TASK TO CARRY OUT: What follows is a block of records; restate each one word for word.

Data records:
========================================================================

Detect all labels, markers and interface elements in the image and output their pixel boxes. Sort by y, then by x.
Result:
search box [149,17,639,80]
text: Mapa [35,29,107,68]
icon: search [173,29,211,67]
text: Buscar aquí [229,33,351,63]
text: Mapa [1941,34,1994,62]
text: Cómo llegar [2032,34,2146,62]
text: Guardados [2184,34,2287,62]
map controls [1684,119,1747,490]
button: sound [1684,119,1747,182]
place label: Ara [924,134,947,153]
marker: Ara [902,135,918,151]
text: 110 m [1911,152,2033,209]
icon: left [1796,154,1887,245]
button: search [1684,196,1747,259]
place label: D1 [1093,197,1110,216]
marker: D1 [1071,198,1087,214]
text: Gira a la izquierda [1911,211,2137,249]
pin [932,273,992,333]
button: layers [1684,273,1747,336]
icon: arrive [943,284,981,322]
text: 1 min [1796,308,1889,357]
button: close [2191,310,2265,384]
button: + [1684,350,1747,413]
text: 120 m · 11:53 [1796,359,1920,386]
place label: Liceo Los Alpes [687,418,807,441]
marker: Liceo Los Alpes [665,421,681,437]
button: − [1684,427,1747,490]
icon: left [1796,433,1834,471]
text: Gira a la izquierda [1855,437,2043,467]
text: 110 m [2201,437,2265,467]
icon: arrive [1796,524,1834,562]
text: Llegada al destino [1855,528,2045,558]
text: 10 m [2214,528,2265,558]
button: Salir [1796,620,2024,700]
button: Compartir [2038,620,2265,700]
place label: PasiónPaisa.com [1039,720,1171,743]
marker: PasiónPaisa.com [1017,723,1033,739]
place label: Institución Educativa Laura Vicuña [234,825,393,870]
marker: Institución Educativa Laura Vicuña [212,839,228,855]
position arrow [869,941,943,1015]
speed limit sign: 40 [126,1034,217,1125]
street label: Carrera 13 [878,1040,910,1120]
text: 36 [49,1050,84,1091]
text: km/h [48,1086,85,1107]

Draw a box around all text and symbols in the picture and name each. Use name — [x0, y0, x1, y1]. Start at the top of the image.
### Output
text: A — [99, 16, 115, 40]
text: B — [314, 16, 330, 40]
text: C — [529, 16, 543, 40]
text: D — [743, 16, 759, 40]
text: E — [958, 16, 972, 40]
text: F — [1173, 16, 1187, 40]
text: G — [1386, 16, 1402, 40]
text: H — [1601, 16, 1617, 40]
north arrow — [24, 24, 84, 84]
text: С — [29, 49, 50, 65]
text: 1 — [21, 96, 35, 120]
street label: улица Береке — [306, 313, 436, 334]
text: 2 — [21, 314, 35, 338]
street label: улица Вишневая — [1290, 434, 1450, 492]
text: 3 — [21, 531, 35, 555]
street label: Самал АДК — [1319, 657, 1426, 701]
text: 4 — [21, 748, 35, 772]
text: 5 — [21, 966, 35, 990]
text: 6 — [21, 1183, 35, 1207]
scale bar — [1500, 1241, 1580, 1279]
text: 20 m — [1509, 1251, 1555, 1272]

========================================================================

TASK RESPONSE:
Detect all labels, markers and interface elements in the image and output their pixel boxes. Sort by y, then by x.
Result:
search box [149,17,639,80]
text: Mapa [35,29,107,68]
icon: search [173,29,211,67]
text: Buscar aquí [229,33,351,63]
text: Mapa [1941,34,1994,62]
text: Cómo llegar [2032,34,2146,62]
text: Guardados [2184,34,2287,62]
map controls [1684,119,1747,490]
button: sound [1684,119,1747,182]
place label: Ara [924,134,947,153]
marker: Ara [902,135,918,151]
text: 110 m [1911,152,2033,209]
icon: left [1796,154,1887,245]
button: search [1684,196,1747,259]
place label: D1 [1093,197,1110,216]
marker: D1 [1071,198,1087,214]
text: Gira a la izquierda [1911,211,2137,249]
pin [932,273,992,333]
button: layers [1684,273,1747,336]
icon: arrive [943,284,981,322]
text: 1 min [1796,308,1889,357]
button: close [2191,310,2265,384]
button: + [1684,350,1747,413]
text: 120 m · 11:53 [1796,359,1920,386]
place label: Liceo Los Alpes [687,418,807,441]
marker: Liceo Los Alpes [665,421,681,437]
button: − [1684,427,1747,490]
icon: left [1796,433,1834,471]
text: Gira a la izquierda [1855,437,2043,467]
text: 110 m [2201,437,2265,467]
icon: arrive [1796,524,1834,562]
text: Llegada al destino [1855,528,2045,558]
text: 10 m [2214,528,2265,558]
button: Salir [1796,620,2024,700]
button: Compartir [2038,620,2265,700]
place label: PasiónPaisa.com [1039,720,1171,743]
marker: PasiónPaisa.com [1017,723,1033,739]
place label: Institución Educativa Laura Vicuña [234,825,393,870]
marker: Institución Educativa Laura Vicuña [212,839,228,855]
position arrow [869,941,943,1015]
speed limit sign: 40 [126,1034,217,1125]
street label: Carrera 13 [878,1040,910,1120]
text: 36 [49,1050,84,1091]
text: km/h [48,1086,85,1107]

Draw a box around all text and symbols in the picture and name each. Use name — [x0, y0, x1, y1]. Start at the top of the image.
### Output
text: A — [99, 16, 115, 40]
text: B — [314, 16, 330, 40]
text: C — [529, 16, 543, 40]
text: D — [743, 16, 759, 40]
text: E — [958, 16, 972, 40]
text: F — [1173, 16, 1187, 40]
text: G — [1386, 16, 1402, 40]
text: H — [1601, 16, 1617, 40]
north arrow — [24, 24, 84, 84]
text: С — [29, 49, 50, 65]
text: 1 — [21, 96, 35, 120]
street label: улица Береке — [306, 313, 436, 334]
text: 2 — [21, 314, 35, 338]
street label: улица Вишневая — [1290, 434, 1450, 492]
text: 3 — [21, 531, 35, 555]
street label: Самал АДК — [1319, 657, 1426, 701]
text: 4 — [21, 748, 35, 772]
text: 5 — [21, 966, 35, 990]
text: 6 — [21, 1183, 35, 1207]
scale bar — [1500, 1241, 1580, 1279]
text: 20 m — [1509, 1251, 1555, 1272]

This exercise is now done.